Can spectral phenotypes discriminate subspecies? A case study at two European and Oriental beech forest stands

Assisted migration programs, introducing new better adapted species at critical locations in our forests, have the potential to mitigate the adverse effects of climate change through the increase of forest diversity and resilience. While such measures entail ecological risks related with invasiveness of exotic species or outbreaks of new diseases, introducing close relatives of native species or populations from different parts of the species range is seen as the ecologically safer option. However, due to the similar appearance of closely related species, monitoring based on the external phenotype becomes difficult and leaves genetic screening as the only reliable, yet expensive option, limiting our ability to monitor large geographic areas. Reflectance spectroscopy has emerged as an important tool to assess plant functional trait distributions and taxonomic diversity, representing a rapid, scalable and integrated measure of the plant external and internal phenotype.

Here, we examine the potential of leaf-level reflectance spectroscopy to discriminate between the subspecies European beech (Fagus sylvatica L.), and Oriental beech (Fagus sylvatica spp Orientalis (Lipsky) Greut. & Burd), which has been proposed as a potential candidate for assisted migration in European forests due to its greater genetic diversity and potentially higher drought tolerance. We investigated two European beech forests in France and Switzerland where Oriental beech from the Caucasus was introduced over 100 years ago next to European beech. Over the summers of 2021 and 2022, we measured leaf spectral reflectance and leaf morphological and biochemical traits from previously genotyped adult trees.

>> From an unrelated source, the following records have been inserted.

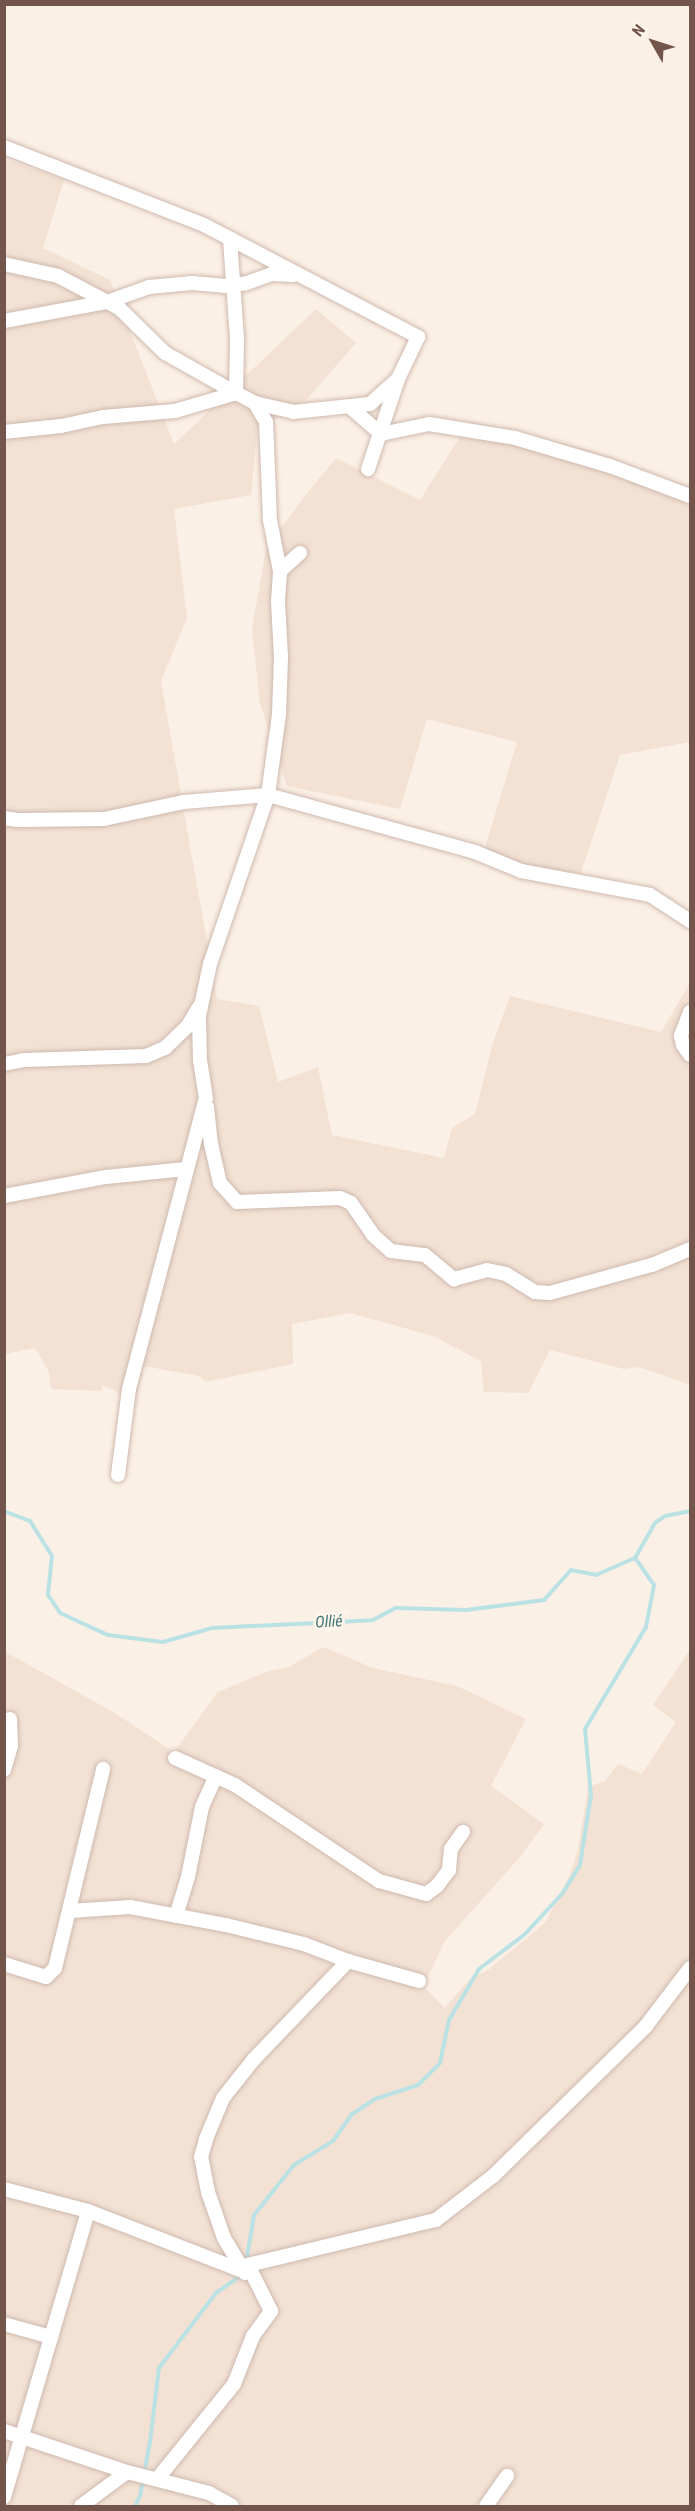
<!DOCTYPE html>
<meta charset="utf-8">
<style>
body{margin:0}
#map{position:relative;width:695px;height:2511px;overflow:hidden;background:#fbf0e5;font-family:"Roboto Condensed",sans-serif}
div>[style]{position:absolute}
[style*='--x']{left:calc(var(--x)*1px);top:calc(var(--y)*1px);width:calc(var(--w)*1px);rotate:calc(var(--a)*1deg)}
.residential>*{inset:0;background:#f3e1d4}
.stream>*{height:4px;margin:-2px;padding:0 2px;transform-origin:2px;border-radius:2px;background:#bae2e4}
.roads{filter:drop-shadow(0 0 2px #ceb9af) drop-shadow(0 0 2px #ceb9af)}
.street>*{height:14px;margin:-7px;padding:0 7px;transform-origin:7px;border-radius:7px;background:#fff}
span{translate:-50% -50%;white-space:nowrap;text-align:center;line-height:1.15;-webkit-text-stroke:6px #fef5eb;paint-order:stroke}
.water-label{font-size:16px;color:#407578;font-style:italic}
.frame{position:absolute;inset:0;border:6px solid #73554b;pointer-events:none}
.north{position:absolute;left:623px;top:12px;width:60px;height:60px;-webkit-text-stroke:4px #fef5eb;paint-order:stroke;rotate:309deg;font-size:16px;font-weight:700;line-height:24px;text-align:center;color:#73554b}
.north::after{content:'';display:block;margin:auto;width:21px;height:27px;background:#73554b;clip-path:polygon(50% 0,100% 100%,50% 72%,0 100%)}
</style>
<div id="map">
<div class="residential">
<i style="clip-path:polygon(5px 159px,64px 180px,43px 248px,110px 280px,174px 444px,316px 309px,356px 343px,307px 399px,257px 431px,251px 495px,174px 509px,187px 618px,161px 681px,217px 999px,259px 1006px,278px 1082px,318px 1067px,332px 1135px,444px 1158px,452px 1128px,475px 1114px,493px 1043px,510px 996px,661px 1032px,690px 983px,690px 1379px,688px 1384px,639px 1367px,624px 1369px,550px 1350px,528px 1393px,484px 1392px,481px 1361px,433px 1336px,350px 1313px,292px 1324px,293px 1364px,205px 1382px,200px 1376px,143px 1366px,136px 1402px,103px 1385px,101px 1391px,51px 1389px,49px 1372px,35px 1348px,5px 1354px)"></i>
<i style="clip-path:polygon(470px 421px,585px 449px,690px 488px,690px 742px,620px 755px,577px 885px,481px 861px,517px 742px,427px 719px,400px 809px,287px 786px,260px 703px,252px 630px,266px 548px,304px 497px,336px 458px,420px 500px)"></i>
<i style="clip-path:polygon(323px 1647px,373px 1668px,457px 1686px,526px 1719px,491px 1786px,544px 1824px,520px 1857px,445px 1941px,423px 1986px,445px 2008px,469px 1980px,488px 1970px,545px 1923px,570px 1875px,578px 1849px,588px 1787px,605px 1781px,618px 1764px,642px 1774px,676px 1722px,653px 1705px,690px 1650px,690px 2506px,5px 2506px,4px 1651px,113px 1712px,174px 1752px,218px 1692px,269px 1671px,289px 1667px)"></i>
</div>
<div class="stream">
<i style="--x:4;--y:1511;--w:28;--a:21"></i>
<i style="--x:30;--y:1521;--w:41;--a:57.8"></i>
<i style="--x:52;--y:1556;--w:39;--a:96"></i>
<i style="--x:48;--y:1595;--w:22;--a:56"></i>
<i style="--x:60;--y:1613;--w:53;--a:24.6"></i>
<i style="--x:108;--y:1635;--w:55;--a:7.3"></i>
<i style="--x:163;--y:1642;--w:51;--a:-15.9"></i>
<i style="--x:212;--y:1628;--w:161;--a:-2.8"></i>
<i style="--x:373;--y:1620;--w:26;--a:-28"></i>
<i style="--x:396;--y:1608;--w:70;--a:1.6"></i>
<i style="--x:466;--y:1610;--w:79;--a:-7.3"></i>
<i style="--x:544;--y:1600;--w:40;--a:-48"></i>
<i style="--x:571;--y:1570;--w:25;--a:11"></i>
<i style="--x:596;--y:1575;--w:43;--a:-23.6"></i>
<i style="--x:635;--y:1558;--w:40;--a:-60.3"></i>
<i style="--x:655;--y:1523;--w:12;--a:-35"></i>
<i style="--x:665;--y:1516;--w:25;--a:-11"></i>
<i style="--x:246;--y:2263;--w:49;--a:-80.5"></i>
<i style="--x:254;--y:2215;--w:64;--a:-51.3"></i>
<i style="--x:294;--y:2165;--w:46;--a:-31.6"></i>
<i style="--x:333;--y:2141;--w:32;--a:-55"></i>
<i style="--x:351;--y:2115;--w:29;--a:-34"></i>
<i style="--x:375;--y:2099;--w:45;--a:-18"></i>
<i style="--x:418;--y:2085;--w:31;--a:-45"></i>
<i style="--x:440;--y:2063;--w:44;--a:-78.2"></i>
<i style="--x:449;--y:2020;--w:59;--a:-59.5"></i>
<i style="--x:479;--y:1969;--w:56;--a:-37.1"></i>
<i style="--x:524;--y:1935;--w:56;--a:-47.2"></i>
<i style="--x:562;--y:1894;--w:34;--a:-58"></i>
<i style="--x:580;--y:1865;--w:71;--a:-81.1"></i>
<i style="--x:591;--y:1795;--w:66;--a:-95.2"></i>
<i style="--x:585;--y:1729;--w:119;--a:-59.1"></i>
<i style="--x:646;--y:1627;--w:43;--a:-79.2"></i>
<i style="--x:654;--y:1585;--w:33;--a:-125"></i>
<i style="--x:135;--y:2506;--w:11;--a:-63"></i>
<i style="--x:140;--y:2496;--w:55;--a:-79.5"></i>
<i style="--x:150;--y:2442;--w:75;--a:-83.1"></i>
<i style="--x:159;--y:2368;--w:94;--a:-52.8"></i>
<i style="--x:216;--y:2293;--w:32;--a:-35"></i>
</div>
<div class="roads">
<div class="street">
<i style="--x:4;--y:147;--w:215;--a:21.3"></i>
<i style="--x:204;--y:225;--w:242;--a:27.6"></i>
<i style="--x:418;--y:337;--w:47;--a:115.5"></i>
<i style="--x:398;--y:379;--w:95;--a:108.4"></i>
<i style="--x:4;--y:264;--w:55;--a:12.5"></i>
<i style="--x:58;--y:276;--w:69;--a:27.7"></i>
<i style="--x:119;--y:308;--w:64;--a:44.4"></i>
<i style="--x:165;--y:353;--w:81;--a:29.4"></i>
<i style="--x:4;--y:321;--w:105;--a:-10.5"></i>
<i style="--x:107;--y:302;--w:45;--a:-19.7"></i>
<i style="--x:149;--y:287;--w:43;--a:-5.3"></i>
<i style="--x:192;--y:283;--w:32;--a:5"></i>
<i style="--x:224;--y:286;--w:23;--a:-7"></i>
<i style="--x:247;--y:283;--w:27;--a:-20"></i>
<i style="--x:272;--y:274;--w:21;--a:3"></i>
<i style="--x:255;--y:403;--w:39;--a:13"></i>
<i style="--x:293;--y:412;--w:77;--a:-5.9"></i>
<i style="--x:370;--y:404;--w:36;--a:-42"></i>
<i style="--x:349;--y:406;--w:43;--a:41.2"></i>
<i style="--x:381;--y:434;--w:49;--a:-11.8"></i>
<i style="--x:429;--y:424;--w:87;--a:9.2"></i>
<i style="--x:515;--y:438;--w:99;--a:16.4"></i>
<i style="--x:610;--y:466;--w:85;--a:20.6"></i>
<i style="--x:4;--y:432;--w:57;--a:-6"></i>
<i style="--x:61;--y:426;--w:43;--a:-12.1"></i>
<i style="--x:103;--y:417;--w:72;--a:-4.8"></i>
<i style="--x:175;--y:411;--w:64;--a:-16.4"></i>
<i style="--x:280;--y:571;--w:27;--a:-42"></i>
<i style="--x:4;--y:818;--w:14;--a:8"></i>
<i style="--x:18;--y:820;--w:86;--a:-0.7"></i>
<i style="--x:104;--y:819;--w:82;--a:-12"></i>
<i style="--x:184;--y:802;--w:84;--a:-4.8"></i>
<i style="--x:268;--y:795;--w:215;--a:15.4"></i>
<i style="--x:475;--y:852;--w:50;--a:22.4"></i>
<i style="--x:521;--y:871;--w:131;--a:10.5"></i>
<i style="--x:650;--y:895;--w:48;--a:33"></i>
<i style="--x:690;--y:1012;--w:26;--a:111"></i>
<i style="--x:681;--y:1036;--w:9;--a:77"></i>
<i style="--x:683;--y:1045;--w:12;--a:55"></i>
<i style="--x:4;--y:1064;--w:21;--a:-11"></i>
<i style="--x:25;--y:1060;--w:121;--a:-1.9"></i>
<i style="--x:146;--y:1056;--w:21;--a:-23"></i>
<i style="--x:165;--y:1048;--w:30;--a:-44"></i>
<i style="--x:187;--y:1027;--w:23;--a:-59"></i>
<i style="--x:207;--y:1107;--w:37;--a:84"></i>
<i style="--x:211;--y:1144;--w:40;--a:77"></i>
<i style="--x:220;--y:1183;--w:25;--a:48"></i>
<i style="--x:237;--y:1202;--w:103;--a:-2.2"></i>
<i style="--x:340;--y:1198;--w:12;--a:24"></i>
<i style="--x:351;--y:1203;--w:39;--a:55"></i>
<i style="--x:373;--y:1235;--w:24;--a:42"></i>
<i style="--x:391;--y:1251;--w:34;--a:7"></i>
<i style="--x:425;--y:1255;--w:38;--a:40"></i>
<i style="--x:454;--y:1279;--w:34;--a:-15"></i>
<i style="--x:487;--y:1270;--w:19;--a:12"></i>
<i style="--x:506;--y:1274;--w:34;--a:32"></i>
<i style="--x:535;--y:1292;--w:15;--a:4"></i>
<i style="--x:550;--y:1293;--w:106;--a:-15.4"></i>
<i style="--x:652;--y:1265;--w:41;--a:-22.8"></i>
<i style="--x:4;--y:1196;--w:104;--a:-10.6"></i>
<i style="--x:106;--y:1177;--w:80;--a:-5.7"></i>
<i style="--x:118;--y:1475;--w:87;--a:-82.7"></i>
<i style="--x:129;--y:1389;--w:301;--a:-75.2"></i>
<i style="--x:206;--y:1098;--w:37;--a:-99"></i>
<i style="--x:200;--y:1061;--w:45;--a:-91.3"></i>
<i style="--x:199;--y:1016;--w:53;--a:-78.1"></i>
<i style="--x:210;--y:964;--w:179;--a:-71.1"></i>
<i style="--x:268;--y:795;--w:81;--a:-82.2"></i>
<i style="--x:279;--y:715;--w:58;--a:-88"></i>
<i style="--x:281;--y:657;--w:56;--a:-93.1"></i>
<i style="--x:278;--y:601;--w:30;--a:-86"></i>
<i style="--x:280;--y:571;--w:52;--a:-101.1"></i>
<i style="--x:270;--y:520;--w:98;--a:-92.3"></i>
<i style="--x:266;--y:422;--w:22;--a:-120"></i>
<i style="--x:255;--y:403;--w:21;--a:-152"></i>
<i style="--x:236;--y:393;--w:54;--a:-88.9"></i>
<i style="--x:237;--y:339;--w:99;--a:-94"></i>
<i style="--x:175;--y:1758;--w:66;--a:24.2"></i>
<i style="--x:235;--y:1785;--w:173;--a:33.7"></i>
<i style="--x:379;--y:1881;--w:49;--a:15.5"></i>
<i style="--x:426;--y:1894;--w:14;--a:-36"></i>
<i style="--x:437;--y:1886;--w:20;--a:-53"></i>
<i style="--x:449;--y:1870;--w:21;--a:-85"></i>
<i style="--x:451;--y:1849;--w:21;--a:-55"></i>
<i style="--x:4;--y:1770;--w:25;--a:-74"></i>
<i style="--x:11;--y:1746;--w:27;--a:-92"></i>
<i style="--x:70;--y:1911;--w:60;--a:-3.8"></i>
<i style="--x:130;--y:1907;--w:98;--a:10.6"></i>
<i style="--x:226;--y:1925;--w:80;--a:13.7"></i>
<i style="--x:304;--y:1944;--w:47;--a:21.1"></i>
<i style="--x:348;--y:1961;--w:74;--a:15.7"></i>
<i style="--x:176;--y:1916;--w:41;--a:-72.9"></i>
<i style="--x:188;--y:1877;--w:71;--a:-78.7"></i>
<i style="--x:202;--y:1807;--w:34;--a:-66"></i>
<i style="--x:4;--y:1964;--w:44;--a:17.2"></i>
<i style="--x:46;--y:1977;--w:13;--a:-45"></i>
<i style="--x:55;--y:1968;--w:205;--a:-76.4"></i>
<i style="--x:4;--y:2189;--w:87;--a:14.7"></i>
<i style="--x:88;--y:2211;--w:168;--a:21.2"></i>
<i style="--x:245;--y:2273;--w:41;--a:-121"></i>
<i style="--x:224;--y:2238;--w:49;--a:-109.2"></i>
<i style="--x:208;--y:2192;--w:36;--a:-101"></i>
<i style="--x:201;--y:2157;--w:19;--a:-74"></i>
<i style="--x:206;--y:2139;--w:44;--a:-67.5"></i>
<i style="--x:223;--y:2098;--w:50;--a:-51.5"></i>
<i style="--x:254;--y:2059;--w:136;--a:-46.2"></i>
<i style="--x:4;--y:2324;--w:49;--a:15.5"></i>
<i style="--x:4;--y:2431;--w:130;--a:18.4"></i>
<i style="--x:127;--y:2472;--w:85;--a:14.4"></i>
<i style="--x:209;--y:2493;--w:26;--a:29"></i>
<i style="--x:158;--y:2478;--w:121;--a:-51"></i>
<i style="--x:234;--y:2384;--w:52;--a:-68.4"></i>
<i style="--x:253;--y:2336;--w:31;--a:-54"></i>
<i style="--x:271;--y:2311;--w:51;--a:-116.6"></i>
<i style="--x:248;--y:2265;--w:193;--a:-13.5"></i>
<i style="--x:436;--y:2220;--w:72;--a:-37.7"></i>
<i style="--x:493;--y:2176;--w:214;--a:-44.4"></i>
<i style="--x:646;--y:2026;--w:73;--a:-52.8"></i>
<i style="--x:4;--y:2497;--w:298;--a:-73.6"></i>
<i style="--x:81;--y:2506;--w:57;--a:-36.5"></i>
<i style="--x:486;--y:2506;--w:37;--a:-55"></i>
</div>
</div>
<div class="water-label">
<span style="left:329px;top:1622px;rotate:-3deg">Ollié</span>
</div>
<div class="frame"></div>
<div class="north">N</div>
</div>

Using least squares discriminant analysis (PLS-DA), we found that leaf spectral reflectance allowed the accurate discrimination of the two beech subspecies. In particular, we found that the short-wave-infrared (SWIR) region between 1450-1750 nm from top-of-canopy leaves provided the most accurate subspecies discrimination (BA = 0.86±0.08, k = 0.72±0.15). To provide a mechanistic basis of our findings, we estimated a suite of leaf traits based on spectra-derived indices and standard field and lab protocols. Phenotyping confirmed significant subspecies differences between traits that are known to govern light-plant interactions in the SWIR, including lignin, nitrogen in proteins, leaf mass per area and leaf thickness.

Our study provides a basis for crown-level subspecies classifications from airborne or satellite-based imagery in the genus Fagus. Our findings provide an important starting point for the interpretation of variability in tree crown reflectance and the superior discrimination capacity we found for leaves at the top as compared to leaves at the bottom of the canopy, holds promise for the upscaling of the method using remote sensing.